Most first gens are 3 year machines but people use them longer.
 
lol

Is there a Ford that has the same specs as a Chevy?

Is there Pepsi with the same ingredients as Coca-Cola?

None of those apply, i asked if dell had had a laptop with the same hardware specs and same size.

And they don't,

I still think the Macbook pro is better than the Del XPS 15, there is TB3, i wouldn't be surprised if the SSD is faster than the Dell, it looks a lot better than the Dell, and i wouldn't be surprised if the battery life is better than the dell

At the end of the day, the macbook pro is a laptop, we know why apple limited the ram to 16gb, they told us, it was due to battery life.

Apple have chosen to follow the path of integrating fixing most of their components via soldering.

Its a great way to get people to spend a bit more, to up spec the machine... and thats why apple have billions lying around.
 
Well it looks like everyone is scooping up last gen MBPs. There are no 15" and only one 13" refurb models on the Apple Store (Canada). Hopefully more will show up and I'll grab one myself. This doesn't surprise me as people want the I/O as TB/USB-C is not mainstream yet. Maybe in a couple years it will be but not yet. You can't even plug in an iPhone 7 into the latest MBP to sync or charge without an adapter. And they only came out a month apart of each other. How stupid is that? o_O
 
I'm trying to remember the last time I used a USB cable to connect my iPhone to my MacBook. I charge it overnight on my nightstand. Backups and restores are done over WiFi. Everything syncs over WiFi. Everywhere I travel has USB-A chargers either in the wall sockets or built-into lamps and stuff (hotels) for charging. Be cool if they included a USB-C to Lightning cable with the iPhone, but I wouldn't have much use for it.
 
I have a 2012 rMBP. Have made great use of this machine. Apple replaced the logic board after it failed and I added a 1TB SSD from OWC. It meets my needs in every way but one - battery life.

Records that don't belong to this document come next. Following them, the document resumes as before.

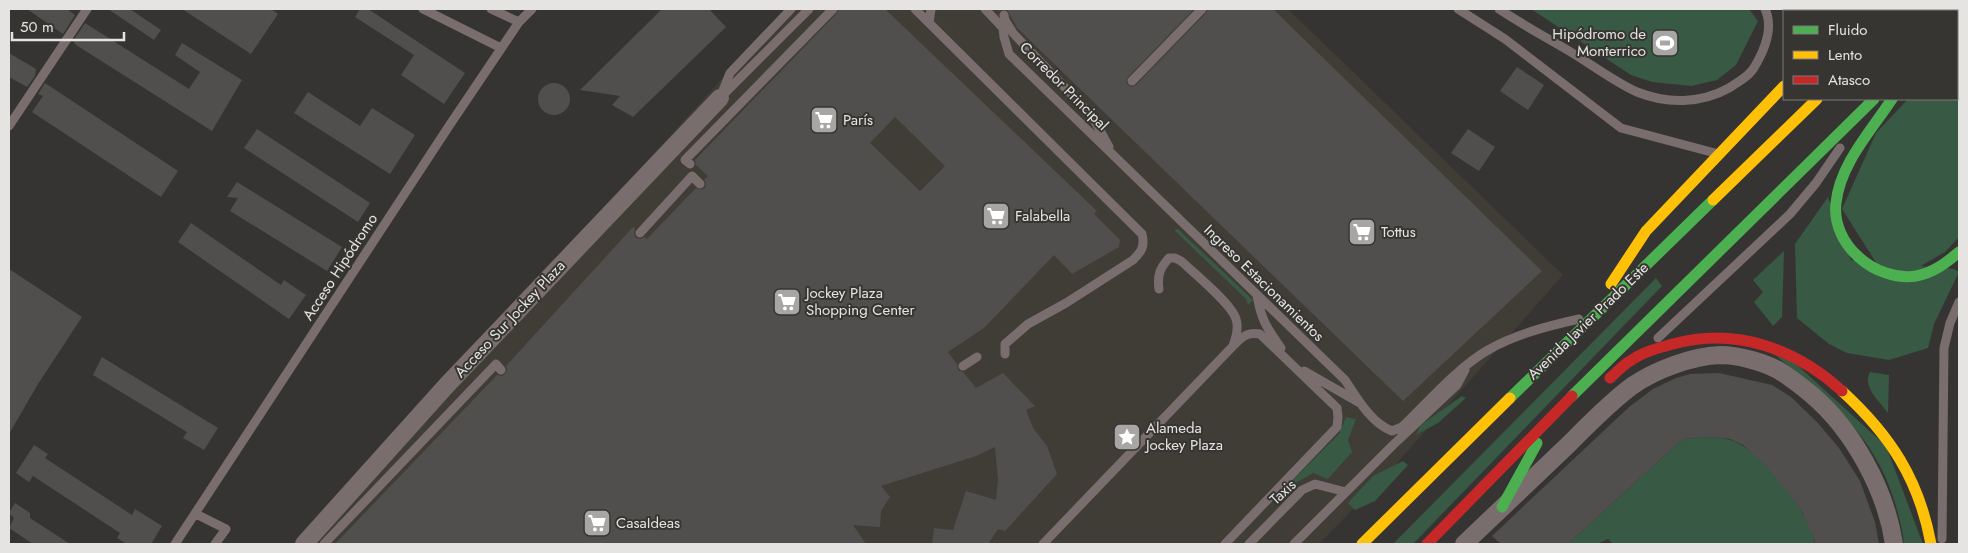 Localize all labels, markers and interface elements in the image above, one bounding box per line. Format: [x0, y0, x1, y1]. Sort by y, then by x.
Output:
scale bar [12, 10, 125, 42]
legend [1783, 10, 1958, 100]
text: 50 m [20, 16, 54, 38]
text: Fluido [1828, 19, 1867, 41]
place label: Hipódromo de Monterrico [1552, 23, 1646, 62]
sports icon: Hipódromo de Monterrico [1650, 28, 1680, 58]
street label: Corredor Principal [1015, 37, 1113, 135]
text: Lento [1828, 44, 1862, 66]
text: Atasco [1828, 69, 1870, 91]
supermarket icon: París [809, 105, 839, 135]
place label: París [843, 109, 873, 131]
supermarket icon: Falabella [981, 201, 1011, 231]
place label: Falabella [1015, 205, 1070, 227]
street label: Acceso Hipódromo [297, 209, 383, 325]
supermarket icon: Tottus [1347, 217, 1377, 247]
street label: Ingreso Estacionamientos [1199, 220, 1329, 346]
place label: Tottus [1381, 221, 1416, 243]
street label: Acceso Sur Jockey Plaza [450, 255, 570, 383]
street label: Avenida Javier Prado Este [1522, 257, 1654, 385]
place label: Jockey Plaza Shopping Center [804, 282, 915, 321]
supermarket icon: Jockey Plaza Shopping Center [772, 287, 802, 317]
place label: Alameda Jockey Plaza [1144, 417, 1223, 456]
place icon: Alameda Jockey Plaza [1112, 422, 1142, 452]
street label: Taxis [1265, 474, 1301, 510]
supermarket icon: CasaIdeas [582, 508, 612, 538]
place label: CasaIdeas [616, 512, 680, 534]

Unfortunately, I rarely get much more than an hour out of the battery at this point. I looked at iFixit and it does not appear to be something I want to tackle on my own. Checked with the Apple Store and they quoted me $498 to replace the battery. Are you kidding me?

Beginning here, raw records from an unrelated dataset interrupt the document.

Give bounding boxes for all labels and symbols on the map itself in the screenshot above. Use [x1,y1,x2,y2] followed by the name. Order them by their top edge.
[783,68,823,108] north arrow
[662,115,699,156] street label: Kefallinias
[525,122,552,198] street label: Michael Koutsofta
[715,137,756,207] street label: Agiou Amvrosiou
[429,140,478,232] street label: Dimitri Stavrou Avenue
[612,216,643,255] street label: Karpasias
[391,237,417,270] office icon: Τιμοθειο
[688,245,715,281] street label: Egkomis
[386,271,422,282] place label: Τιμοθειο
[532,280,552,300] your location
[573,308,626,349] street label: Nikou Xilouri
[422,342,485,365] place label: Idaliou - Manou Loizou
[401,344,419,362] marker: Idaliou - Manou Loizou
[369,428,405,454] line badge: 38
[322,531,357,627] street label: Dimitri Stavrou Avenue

If it wasn't for the battery I would be perfectly content with this machine. I can't see replacing the battery at that price as it is a 4 year old computer that has already had the logic board replaced once. Can't see upgrading as the only thing I would be upgrading for is better battery life. Definitely will be rethinking my next purchase in regards to the MacBook Pro line.
 
I'm trying to remember the last time I used a USB cable to connect my iPhone to my MacBook. I charge it overnight on my nightstand. Backups and restores are done over WiFi. Everything syncs over WiFi. Everywhere I travel has USB-A chargers either in the wall sockets or built-into lamps and stuff (hotels) for charging. Be cool if they included a USB-C to Lightning cable with the iPhone, but I wouldn't have much use for it.

I connect mine via cable every night to do an encrypted backup to iTunes. That's the only way to ensure "everything" on that thing gets backed up because iCloud backups don't get it all.
 
Unfortunately, I rarely get much more than an hour out of the battery at this point. I looked at iFixit and it does not appear to be something I want to tackle on my own. Checked with the Apple Store and they quoted me $498 to replace the battery. Are you kidding me?

Why this expensive? Did they give any reason? Battery replacement normally has a fixed cost of $199.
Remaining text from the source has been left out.